═════ Dataset excerpts ═════

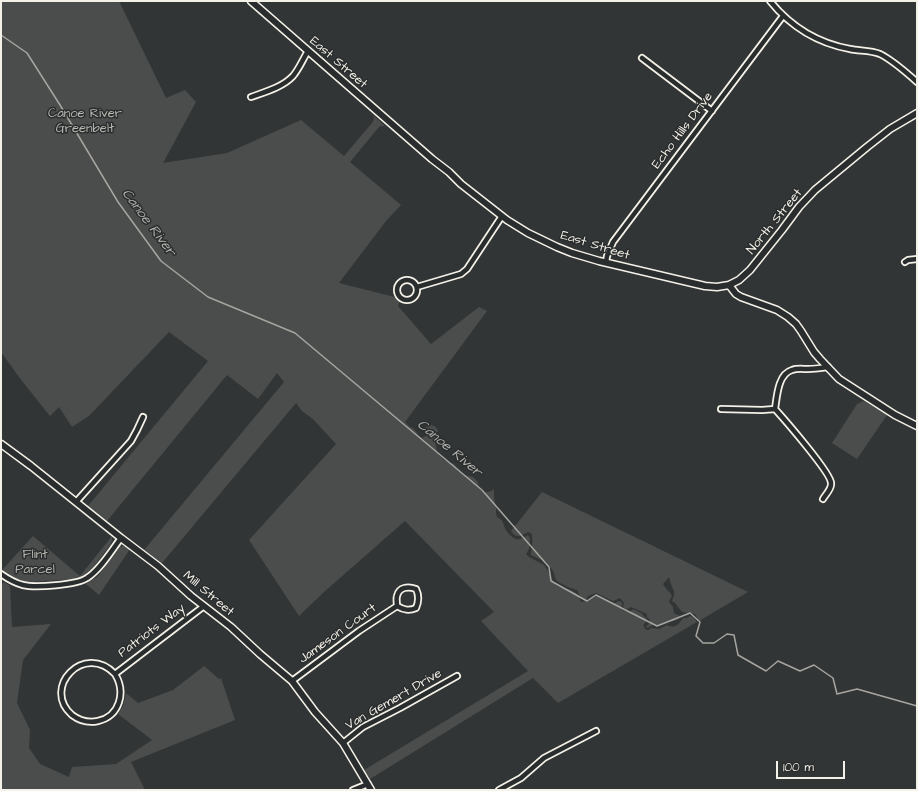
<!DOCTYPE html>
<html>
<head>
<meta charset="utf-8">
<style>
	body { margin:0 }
	#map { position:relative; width:918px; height:791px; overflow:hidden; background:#323535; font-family:"Architects Daughter",sans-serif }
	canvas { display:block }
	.frame { position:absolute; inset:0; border:2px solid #f4f1e8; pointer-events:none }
	.scale { position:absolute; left:776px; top:761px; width:69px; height:18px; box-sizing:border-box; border:2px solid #f4f1e8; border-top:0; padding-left:5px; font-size:12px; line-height:14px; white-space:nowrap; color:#f4f1e8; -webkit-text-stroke:3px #2a2d2e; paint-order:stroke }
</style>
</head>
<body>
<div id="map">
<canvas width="918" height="791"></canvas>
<div class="frame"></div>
<div class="scale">100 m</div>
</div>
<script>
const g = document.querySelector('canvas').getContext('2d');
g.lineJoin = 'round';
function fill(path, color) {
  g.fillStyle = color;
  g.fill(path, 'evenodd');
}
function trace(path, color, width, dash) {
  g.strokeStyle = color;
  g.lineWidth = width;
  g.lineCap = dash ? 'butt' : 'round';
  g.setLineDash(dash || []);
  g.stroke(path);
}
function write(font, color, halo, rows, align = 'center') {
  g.font = font + ' "Architects Daughter",sans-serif';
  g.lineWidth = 3;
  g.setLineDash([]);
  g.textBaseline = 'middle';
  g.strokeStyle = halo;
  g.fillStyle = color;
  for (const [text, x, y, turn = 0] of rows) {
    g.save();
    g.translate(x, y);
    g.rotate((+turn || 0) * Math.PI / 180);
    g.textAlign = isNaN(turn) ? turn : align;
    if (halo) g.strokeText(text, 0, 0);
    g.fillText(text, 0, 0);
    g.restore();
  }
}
const green = new Path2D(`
	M 1,1 L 119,1 L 166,98 L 185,90 L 196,102 L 163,163 L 227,153 L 301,120 L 344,156 L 372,123 L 374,119 L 373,115 L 385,126 L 381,126 L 379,127 L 350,162 L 401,205 L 386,221 L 339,283 L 395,297 L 400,301 L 398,306 L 431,344 L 479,307 L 487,311 L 405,422 L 410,427 L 414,429 L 419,436 L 422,438 L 428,435 L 429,432 L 426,427 L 428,425 C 432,424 437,427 438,431 L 435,439 L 437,451 L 440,456 L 444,460 L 454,464 L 459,470 L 464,475 L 473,477 L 478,482 C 478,487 482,494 488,492 C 489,492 493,490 494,489 L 494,498 L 496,508 L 496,513 L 497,517 C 505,521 502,523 506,530 C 506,531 509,534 510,535 C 517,542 521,539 528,535 L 530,539 L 529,549 L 526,554 L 529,557 L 544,565 L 550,574 L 551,574 C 554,592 566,585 576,593 C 578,595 580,599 581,602 L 588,601 L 596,596 L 609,602 L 615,603 L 618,601 L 622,602 L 622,605 L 621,608 L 624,611 L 630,612 L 633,609 L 641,613 L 647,619 L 646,622 L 643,625 L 646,630 L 649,630 L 651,628 L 659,629 L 667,625 C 675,629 679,624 683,618 L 686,618 L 690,616 L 693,617 L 697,622 L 558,703 L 533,678 L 370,779 L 364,770 L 528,671 L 481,621 L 494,612 L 405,521 L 324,592 L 299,616 L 249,540 L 336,444 L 313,419 L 302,411 L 296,403 L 162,563 L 144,550 L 284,382 L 277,373 L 258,399 L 227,375 L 107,521 L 88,506 L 208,361 L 169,332 L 89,416 L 72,427 L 59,407 L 50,416 L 22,381 L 1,352 Z
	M 864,401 L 887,415 L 857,459 L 832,443 L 857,404 L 861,402 Z
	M 542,492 L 748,592 L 699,621 L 695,614 L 682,612 L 675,603 L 672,601 C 676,591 674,593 671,584 C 670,582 670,579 669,577 L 663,584 C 665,588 669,591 672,596 L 670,599 L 669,602 L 673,607 L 674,613 L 680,616 L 680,618 L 674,621 L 666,622 L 662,625 L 653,625 L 647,628 L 646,626 L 648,625 L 650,620 L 647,617 L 647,614 L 631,607 L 627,609 L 624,608 L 623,606 L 624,603 L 620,598 L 613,601 L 596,593 L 588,596 L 586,600 L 583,600 L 581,598 L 577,590 L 568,587 L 560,583 L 556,580 L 553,571 L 546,562 L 531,555 C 531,551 534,537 531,533 C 530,533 529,532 528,532 C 521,536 516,539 511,531 Z
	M 33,536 L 80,576 L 112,536 L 112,540 L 111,544 L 91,570 L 84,576 L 76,579 L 28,582 L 14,578 L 7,574 L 2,570 Z
	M 122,546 L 126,546 L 130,549 L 99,595 L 86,584 L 98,576 L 118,548 Z
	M 4,582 L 10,586 L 12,627 L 51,624 L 23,660 L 17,703 L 30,730 L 29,748 L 40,764 L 69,777 L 72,767 L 116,764 L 152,740 L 118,714 L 123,706 L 126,693 L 138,703 L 173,690 L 204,666 L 219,679 L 221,678 L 235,720 L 131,762 L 145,790 L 1,790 L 1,585 Z`);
const stream = new Path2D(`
	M 1,35 L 27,53 L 60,105 L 118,202 L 161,261 L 208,297 L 295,333 L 482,490 L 549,567 L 551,581 L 587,601 L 596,595 L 657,626 L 690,613 L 700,622 L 696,636 L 703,643 L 714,643 L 727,634 L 734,635 L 738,655 L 766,671 L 778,661 L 800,671 L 814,665 L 833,678 L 837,694 L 857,689 L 917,706`);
const street = new Path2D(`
	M 770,1 C 791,27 817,43 850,49 C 859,51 871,50 880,54 C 892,60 907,73 917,82
	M 642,58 L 712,111
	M 251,97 C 265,92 283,87 293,76 C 299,69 303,59 308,51
	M 606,262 L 607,256 L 613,242 L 783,16
	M 905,262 L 908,260 L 917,259
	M397 290a10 10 0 1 1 20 0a10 10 0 1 1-20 0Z
	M 417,287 L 461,274 L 467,269 L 502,216
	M 721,409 L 762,410 L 775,409 C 784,419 831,473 831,483 C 832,489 825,495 823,499
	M 775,409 C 777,396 778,374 792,370 C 797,368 803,369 808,369 C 815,369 821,368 828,367
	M 76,502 L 131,441 L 137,430 L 143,417
	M 1,574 C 8,579 15,583 23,585 C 35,588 77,585 87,578 C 100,570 112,550 121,538
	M 115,674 C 126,692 120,716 98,721 C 89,723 80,721 72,715 C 41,688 84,642 115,674 L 204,606
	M 292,681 L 359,631 L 397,606 C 397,603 396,599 397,596 C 399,587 408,586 416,589 C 419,595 419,601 416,608 C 409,611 404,610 397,606
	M 343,743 L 363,727 L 400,708 L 457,676
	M 353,790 L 368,784
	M 499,790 L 521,778 L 544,758 L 596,731`);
const secondary = new Path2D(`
	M 251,1 L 432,159 L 449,172 L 461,184 L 507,220 L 528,233 L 557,247 L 572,253 L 599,261 L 705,286 L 717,287 L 729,285 L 736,294 L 741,297 L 777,310 L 788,317 L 796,324 L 801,331 L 814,352 L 820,359 L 839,379 L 895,415 L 917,426
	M 729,285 L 739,280 L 750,270 L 782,230 L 799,207 L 815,190 L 867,147 L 890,129 L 917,113
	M 1,444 L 31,466 L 121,538 L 158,566 L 191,596 L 231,627 L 260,654 L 292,681 L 315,712 L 343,743 L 371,790`);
const streetNames = [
	["East Street",338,63,41],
	["Echo Hills Drive",683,131,-53],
	["North Street",775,222,-51],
	["East Street",595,246,17],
	["Mill Street",208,594,40],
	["Patriots Way",152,631,-37],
	["Jameson Court",338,634,-36],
	["Van Gemert Drive",394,700,-30]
];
const parkNames = [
	["Canoe River",85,114],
	["Greenbelt",85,129],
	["Flint",35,555],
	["Parcel",35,570]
];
const waterNames = [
	["Canoe River",148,223,53],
	["Canoe River",449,449,40]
];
fill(green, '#4b4d4c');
trace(stream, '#a6a5a0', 1.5);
trace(street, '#f4f1e8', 8);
trace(secondary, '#f4f1e8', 9);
trace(street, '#2a2d2e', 4.5);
trace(secondary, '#2a2d2e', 6);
write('13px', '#f4f1e8', '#2a2d2e', streetNames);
write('13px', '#b9b8b1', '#2a2d2e', parkNames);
write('italic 14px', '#b3b2ac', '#2a2d2e', waterNames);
</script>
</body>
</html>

═════

Line count for "turn": determine it from the data and answer with the number by itself.

Expected answer:
3